Twitter fights phishing with its Trust and Safety team, which is tasked with identifying and deleting spam or malicious accounts everyday. Also, according to Jim Prosser, a Twitter spokesperson, the microblogging network protects its users passing all shared links through it’s link shortener, t.co. “The links get checked against a list of potentially dangerous sites, and users are warned with an interstitial message when clicking on potentially harmful URLs,” he wrote to Mashable in an email.
Facebook launched a new protection against phishing in early August, setting up an email account — firstname.lastname@example.org — where users can report phishing attempts. This crowsourced approach complements the social network’s internal systems to detect phishing scams. Like Twitter, Facebook also has a similar link checking system called “Link Shim.
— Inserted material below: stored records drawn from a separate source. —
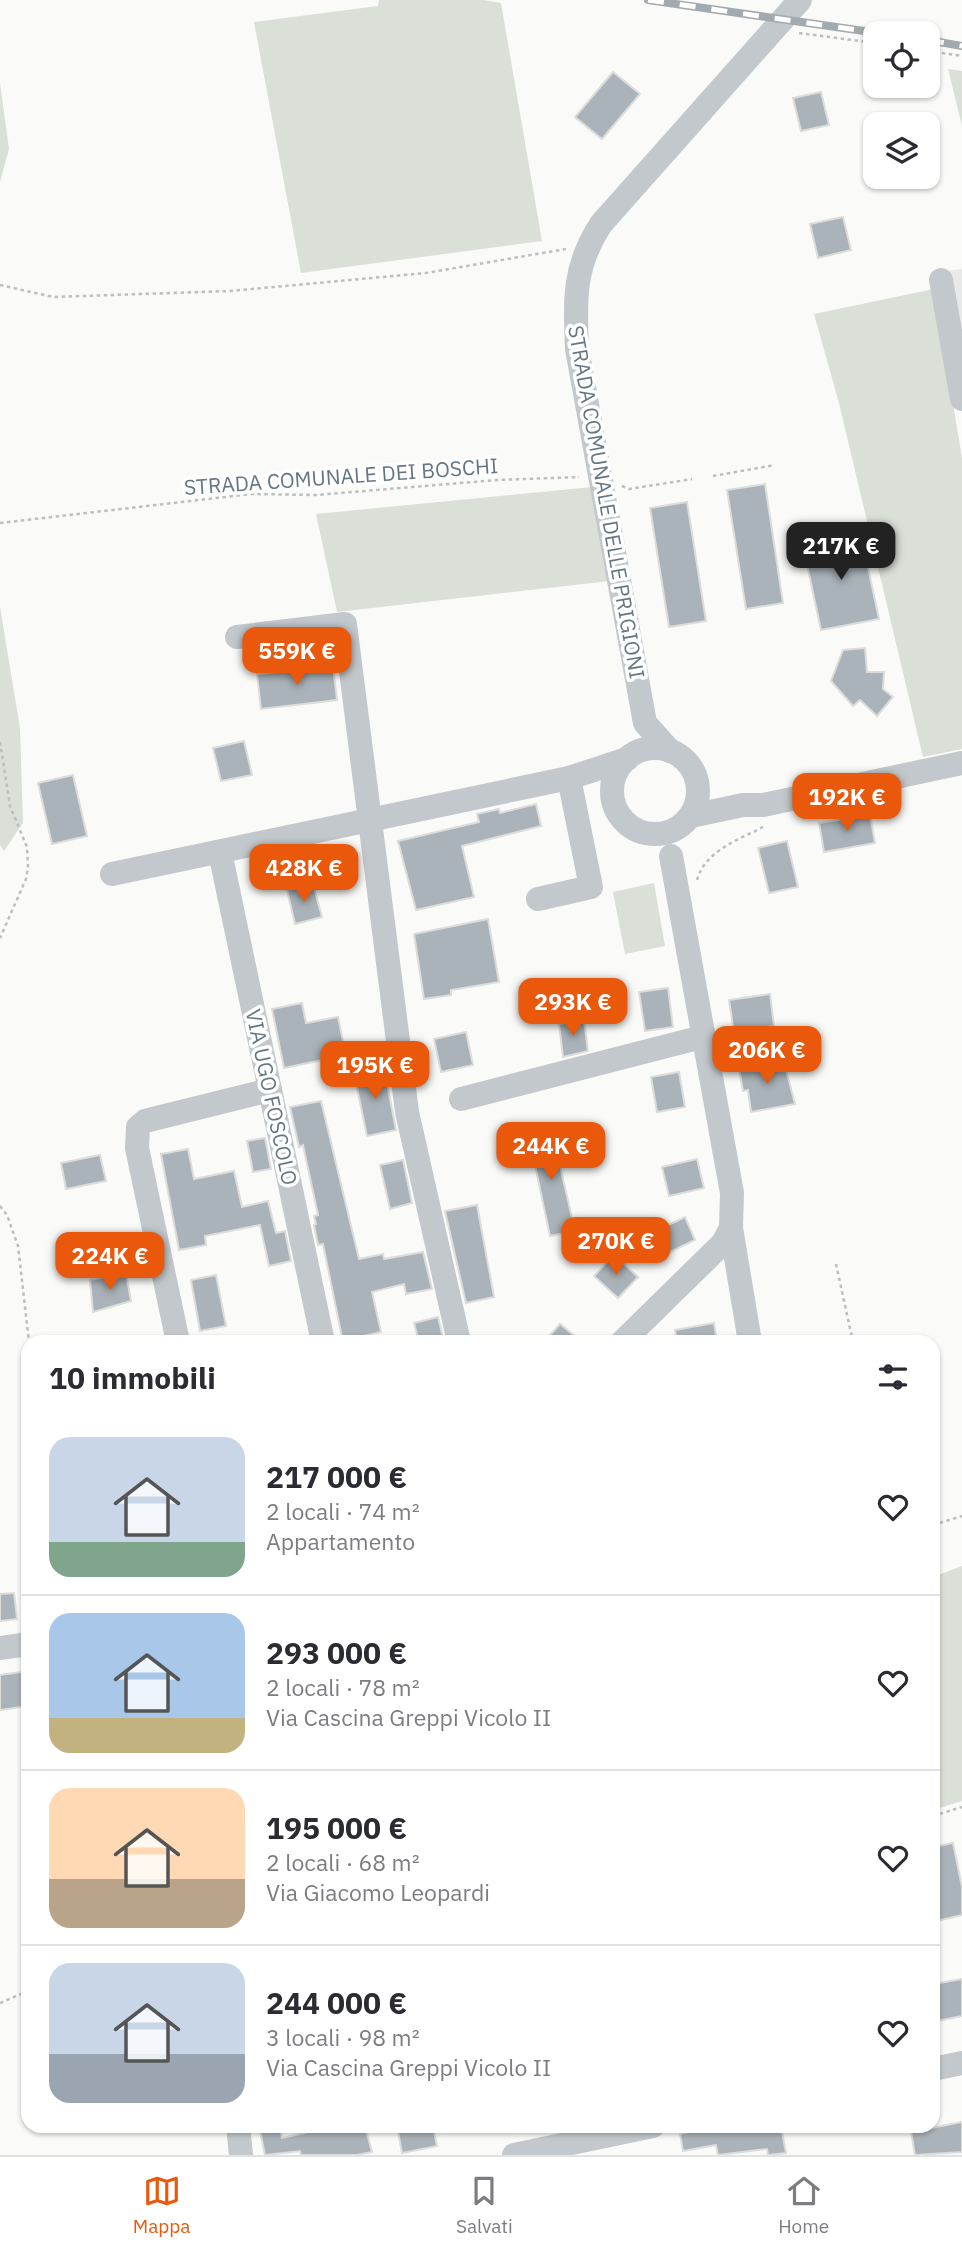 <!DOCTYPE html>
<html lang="it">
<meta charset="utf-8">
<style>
body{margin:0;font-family:"IBM Plex Sans",sans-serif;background:#f2f2f3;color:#2b2b33;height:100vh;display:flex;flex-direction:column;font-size:26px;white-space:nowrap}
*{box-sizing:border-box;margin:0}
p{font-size:23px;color:#7c7c81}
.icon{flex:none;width:38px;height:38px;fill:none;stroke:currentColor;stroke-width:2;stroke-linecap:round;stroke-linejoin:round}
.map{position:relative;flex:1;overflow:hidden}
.panel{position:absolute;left:21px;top:1335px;width:919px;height:798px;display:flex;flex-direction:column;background:#fff;border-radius:21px;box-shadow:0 2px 5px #0004}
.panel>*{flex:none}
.controls{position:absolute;left:863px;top:21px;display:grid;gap:14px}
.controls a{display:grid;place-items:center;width:77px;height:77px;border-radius:14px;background:#fff;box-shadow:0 2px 5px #0004;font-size:35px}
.price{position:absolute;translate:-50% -60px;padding:0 16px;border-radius:14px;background:#ea580c;color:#fff;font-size:23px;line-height:46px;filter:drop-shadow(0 2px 4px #0008)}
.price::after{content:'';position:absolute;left:50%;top:42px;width:21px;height:16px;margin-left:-10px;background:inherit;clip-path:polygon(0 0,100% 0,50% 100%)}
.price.selected{background:#222;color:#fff}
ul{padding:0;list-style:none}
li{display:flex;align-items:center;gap:21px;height:175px;padding:0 28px}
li+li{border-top:2px solid #e1e1e2}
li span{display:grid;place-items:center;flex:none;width:196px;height:140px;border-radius:21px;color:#555}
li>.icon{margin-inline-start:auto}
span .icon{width:84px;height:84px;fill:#fffc;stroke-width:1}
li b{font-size:30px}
h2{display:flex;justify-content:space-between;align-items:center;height:84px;padding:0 28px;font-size:30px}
.tab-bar{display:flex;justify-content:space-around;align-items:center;height:98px;border-top:2px solid #e1e1e2;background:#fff;font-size:19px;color:#7c7c81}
.tab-bar a{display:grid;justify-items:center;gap:4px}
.tab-bar .selected{color:#ea580c}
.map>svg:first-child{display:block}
</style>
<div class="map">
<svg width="962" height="2155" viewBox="0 0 962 2155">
<rect width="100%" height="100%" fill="#fafaf8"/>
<path fill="#e8e9e9" d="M 962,269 L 962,361 L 946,271 Z"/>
<g fill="#dadfd7">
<path d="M 379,0 L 483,0 L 501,3 L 542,241 L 301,273 L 254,22 L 378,6 Z"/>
<path d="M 948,69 L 962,71 L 962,126 Z"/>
<path d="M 0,83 L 9,149 L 0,182 Z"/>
<path d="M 934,289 L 962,458 L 962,749 L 923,757 L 839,403 L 814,314 Z"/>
<path d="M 592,487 L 610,581 L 337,612 L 316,514 Z"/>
<path d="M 0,607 L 20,728 L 23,823 L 4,851 L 0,845 Z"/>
<path d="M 654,883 L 665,946 L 625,954 L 613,892 Z"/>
<path d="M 962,1566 L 962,1801 L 933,1810 L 933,1577 Z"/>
</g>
<g fill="#aab3b9" stroke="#dcdcda" stroke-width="2">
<path d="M 613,72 L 640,94 L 602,139 L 575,117 Z"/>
<path d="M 821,92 L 829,125 L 801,131 L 793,98 Z"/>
<path d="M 843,217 L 851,250 L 818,258 L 810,224 Z"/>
<path d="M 765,484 L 783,603 L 746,609 L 727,490 Z"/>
<path d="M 687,502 L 706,621 L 669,627 L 650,508 Z"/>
<path d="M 861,535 L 879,619 L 821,630 L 803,546 Z"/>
<path d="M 865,648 L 867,672 L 884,672 L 883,689 L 893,697 L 877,716 L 860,700 L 853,706 L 831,681 L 843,650 Z"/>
<path d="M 333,666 L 337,700 L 261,709 L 257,674 Z"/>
<path d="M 244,741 L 252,775 L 221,781 L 213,748 Z"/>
<path d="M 73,775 L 87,836 L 52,844 L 38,783 Z"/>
<path d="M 536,804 L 541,826 L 462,846 L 474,897 L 416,910 L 398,841 L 479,822 L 477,814 L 499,809 L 500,813 Z"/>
<path d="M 870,815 L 875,843 L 824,852 L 819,823 Z"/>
<path d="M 787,841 L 798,887 L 769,893 L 758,848 Z"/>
<path d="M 313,884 L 322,917 L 295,924 L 287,890 Z"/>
<path d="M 488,919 L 499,982 L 451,990 L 451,995 L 424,999 L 414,934 Z"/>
<path d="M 668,988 L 673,1027 L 645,1031 L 639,992 Z"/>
<path d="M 770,994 L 774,1026 L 734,1032 L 729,1000 Z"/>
<path d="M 302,1003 L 306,1023 L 338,1017 L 348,1066 L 334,1068 L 332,1058 L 284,1068 L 272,1009 Z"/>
<path d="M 584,1020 L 588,1051 L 563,1057 L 559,1024 Z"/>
<path d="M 466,1032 L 473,1065 L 441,1072 L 434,1039 Z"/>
<path d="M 784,1062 L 795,1104 L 751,1112 L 748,1090 L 743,1091 L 739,1069 Z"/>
<path d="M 384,1067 L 396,1130 L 367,1136 L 354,1073 Z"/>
<path d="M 679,1072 L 685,1107 L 657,1112 L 651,1077 Z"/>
<path d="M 321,1101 L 359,1259 L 383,1254 L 384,1259 L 423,1252 L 432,1289 L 406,1294 L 404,1284 L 372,1292 L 381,1332 L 363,1336 L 364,1342 L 343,1342 L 323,1244 L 318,1245 L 314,1225 L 316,1224 L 314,1216 L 318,1215 L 303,1145 L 299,1147 L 290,1107 Z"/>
<path d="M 551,1127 L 575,1231 L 550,1236 L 528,1132 Z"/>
<path d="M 265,1138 L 271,1169 L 253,1172 L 247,1141 Z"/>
<path d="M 188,1149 L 194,1179 L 234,1171 L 242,1207 L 268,1201 L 276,1233 L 285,1231 L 291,1261 L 269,1266 L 260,1225 L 205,1236 L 206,1245 L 179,1250 L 161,1154 Z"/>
<path d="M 100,1155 L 106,1181 L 66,1189 L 61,1163 Z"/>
<path d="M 697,1159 L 704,1188 L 669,1196 L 662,1167 Z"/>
<path d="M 403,1160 L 412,1203 L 390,1209 L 380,1165 Z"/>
<path d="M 477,1205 L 494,1297 L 466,1303 L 445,1211 Z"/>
<path d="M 685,1217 L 695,1240 L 670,1252 L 660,1229 Z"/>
<path d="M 614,1255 L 638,1277 L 618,1298 L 594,1276 Z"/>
<path d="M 126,1273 L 131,1301 L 93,1312 L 90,1280 Z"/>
<path d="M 216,1275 L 226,1326 L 200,1331 L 191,1280 Z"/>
<path d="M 438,1317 L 444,1342 L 419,1342 L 414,1323 Z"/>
<path d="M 714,1323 L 717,1342 L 677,1342 L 675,1330 Z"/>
<path d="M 560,1324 L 582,1342 L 544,1342 Z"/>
<path d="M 14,1593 L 17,1619 L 0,1621 L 0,1594 Z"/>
<path d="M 28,1671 L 28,1706 L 0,1710 L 0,1675 Z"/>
<path d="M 953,1843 L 962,1887 L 962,1915 L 933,1922 L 933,1847 Z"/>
<path d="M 962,1979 L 962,2016 L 933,2022 L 933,1984 Z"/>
<path d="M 962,2122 L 962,2152 L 915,2155 L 911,2132 Z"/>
<path d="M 259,2126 L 280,2126 L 282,2138 L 335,2126 L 365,2126 L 372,2152 L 357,2155 L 301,2155 L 300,2151 L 265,2155 Z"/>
<path d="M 397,2126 L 433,2126 L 437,2146 L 402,2153 Z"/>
<path d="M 713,2126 L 750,2126 L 751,2131 L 781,2126 L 786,2153 L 768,2155 L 767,2149 L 718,2155 L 716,2145 L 683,2151 L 680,2134 Z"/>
</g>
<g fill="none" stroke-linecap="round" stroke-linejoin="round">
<g stroke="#bbbfc2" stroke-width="2.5" stroke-dasharray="3.5 3.5" stroke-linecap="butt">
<path d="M 799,33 L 875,43"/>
<path d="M 928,51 L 962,56"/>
<path d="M 0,285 L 53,297 L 230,291 L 426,273 L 566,249"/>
<path d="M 713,476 L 775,465"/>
<path d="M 622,486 L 629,489 L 692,479"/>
<path d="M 0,523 L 251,494 L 316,495 L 497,480 L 579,477"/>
<path d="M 0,742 L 10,806 L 27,847 L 28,867 L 26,879 L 0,938"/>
<path d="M 697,880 C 705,851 738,840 763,827"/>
<path d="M 0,1206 L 7,1215 L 18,1246 L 29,1342"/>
<path d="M 836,1264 L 853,1342"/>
<path d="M 933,1525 L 962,1516"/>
<path d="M 933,1816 L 962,1807"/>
<path d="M 0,2003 L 28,1991"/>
</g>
<g stroke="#c3c8cc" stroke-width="24">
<path d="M 941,280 L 962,399"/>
<path d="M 237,637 L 345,624 L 407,1112 L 459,1342"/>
<circle cx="655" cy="791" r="43"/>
<path d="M 670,751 L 645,723 L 577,349 C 575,300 573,267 601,224 L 800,0"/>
<path d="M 691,816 L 743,805 L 763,805 L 962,763"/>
<path d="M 220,852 L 323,1342"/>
<path d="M 112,874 L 569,778 L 627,759"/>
<path d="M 538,899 L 591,887 L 569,778"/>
<path d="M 461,1099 L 702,1037"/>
<path d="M 731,1228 L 750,1342"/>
<path d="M 178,1342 L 137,1148 L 138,1127 L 145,1121 L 270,1090"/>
<path d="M 622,1342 L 723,1243 L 731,1228 L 732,1193 L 671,856"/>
<path d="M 0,1648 L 28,1644"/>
<path d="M 933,2069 L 962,2063"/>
<path d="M 238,2126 L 241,2155"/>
<path d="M 514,2155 L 653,2126"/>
</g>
<defs>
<g id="rail">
<path d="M 648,0 L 878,33"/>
<path d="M 928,40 L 962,46"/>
</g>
</defs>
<use href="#rail" stroke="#a2aab0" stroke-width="8"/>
<use href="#rail" stroke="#fff" stroke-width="5" stroke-dasharray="16" stroke-linecap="butt"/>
</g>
<g text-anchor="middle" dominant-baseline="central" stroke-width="7" stroke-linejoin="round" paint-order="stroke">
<g font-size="21" fill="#657683" stroke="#fff">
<text transform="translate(341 476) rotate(-4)">STRADA COMUNALE DEI BOSCHI</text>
<text transform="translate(607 502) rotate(80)">STRADA COMUNALE DELLE PRIGIONI</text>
<text transform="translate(272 1097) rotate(78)">VIA UGO FOSCOLO</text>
</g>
</g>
</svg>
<div class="controls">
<a><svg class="icon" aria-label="locate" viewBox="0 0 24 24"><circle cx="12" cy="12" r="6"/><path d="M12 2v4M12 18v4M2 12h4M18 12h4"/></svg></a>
<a><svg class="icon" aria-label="layers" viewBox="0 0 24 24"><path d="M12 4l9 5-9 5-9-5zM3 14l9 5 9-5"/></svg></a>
</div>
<b class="price selected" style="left:841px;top:582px">217K €</b>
<b class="price" style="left:297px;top:687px">559K €</b>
<b class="price" style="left:847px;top:833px">192K €</b>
<b class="price" style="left:304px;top:904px">428K €</b>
<b class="price" style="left:573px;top:1038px">293K €</b>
<b class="price" style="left:767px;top:1086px">206K €</b>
<b class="price" style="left:375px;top:1101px">195K €</b>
<b class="price" style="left:551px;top:1182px">244K €</b>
<b class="price" style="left:616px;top:1277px">270K €</b>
<b class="price" style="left:110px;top:1292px">224K €</b>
<section class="panel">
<h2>10 immobili<svg class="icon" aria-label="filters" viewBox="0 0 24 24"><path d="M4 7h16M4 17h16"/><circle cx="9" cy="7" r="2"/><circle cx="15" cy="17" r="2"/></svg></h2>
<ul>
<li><span style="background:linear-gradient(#c9d6e8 75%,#7fa58c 0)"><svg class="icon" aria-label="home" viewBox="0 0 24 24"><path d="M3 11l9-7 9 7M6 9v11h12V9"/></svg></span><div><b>217 000 €</b><p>2 locali · 74 m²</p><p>Appartamento</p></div><svg class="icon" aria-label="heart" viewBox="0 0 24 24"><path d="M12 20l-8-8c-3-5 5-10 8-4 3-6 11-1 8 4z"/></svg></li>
<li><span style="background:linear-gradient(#a9c7e8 75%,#c2b280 0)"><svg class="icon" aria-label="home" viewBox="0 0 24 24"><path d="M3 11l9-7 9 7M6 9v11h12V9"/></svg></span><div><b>293 000 €</b><p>2 locali · 78 m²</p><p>Via Cascina Greppi Vicolo II</p></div><svg class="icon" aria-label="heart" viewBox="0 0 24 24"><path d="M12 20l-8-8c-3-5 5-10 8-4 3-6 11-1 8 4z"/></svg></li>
<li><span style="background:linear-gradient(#ffd9b3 65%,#b9a48a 0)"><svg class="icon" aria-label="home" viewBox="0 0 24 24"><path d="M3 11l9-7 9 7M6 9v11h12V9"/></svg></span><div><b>195 000 €</b><p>2 locali · 68 m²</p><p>Via Giacomo Leopardi</p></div><svg class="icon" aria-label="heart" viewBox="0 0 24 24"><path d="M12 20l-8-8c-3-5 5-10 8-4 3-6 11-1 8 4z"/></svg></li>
<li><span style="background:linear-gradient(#c9d6e8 65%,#9aa5b1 0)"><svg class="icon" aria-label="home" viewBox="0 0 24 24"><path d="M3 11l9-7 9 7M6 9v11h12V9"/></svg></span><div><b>244 000 €</b><p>3 locali · 98 m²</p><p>Via Cascina Greppi Vicolo II</p></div><svg class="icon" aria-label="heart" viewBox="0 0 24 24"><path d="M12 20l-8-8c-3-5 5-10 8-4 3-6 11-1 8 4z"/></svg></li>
</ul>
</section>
</div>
<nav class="tab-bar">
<a class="selected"><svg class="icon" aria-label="map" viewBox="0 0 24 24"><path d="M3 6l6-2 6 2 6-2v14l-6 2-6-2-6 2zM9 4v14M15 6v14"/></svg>Mappa</a>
<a><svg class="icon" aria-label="saved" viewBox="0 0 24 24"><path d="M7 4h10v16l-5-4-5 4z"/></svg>Salvati</a>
<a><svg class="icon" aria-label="home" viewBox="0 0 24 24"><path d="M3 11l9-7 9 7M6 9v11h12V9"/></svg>Home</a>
</nav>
Every link clicked on the social network is checked against a blacklist of malicious links compiled by Facebook and its security partners like McAfee and Websense.
Spam emails also decreased with a slide of 4.5% compared to September, although they still take up 68% of all email traffic. The favorite spam techniques involved fake hotel reservations, wedding invitations, and even political spam. Taking advantage of the U.S. election, spammers spread messages asking users to share their views on which candidate would be President for a chance to win a $250 Visa gift card. In reality, it was just a trick to amass email addresses to add to spam databases.
Spammers are also starting to ramp up their holiday-themed spam emails, luring users to click on malicious links with the promise of gifts and discounts.
The report concluded with a few words of advice for netizens: “Users should be especially watchful making e-payments and entering confidential data on the Internet,” wrote Gudkova. “Do not click links in spam emails and do not open attachments from unknown senders. Apply software updates as soon as they appear.”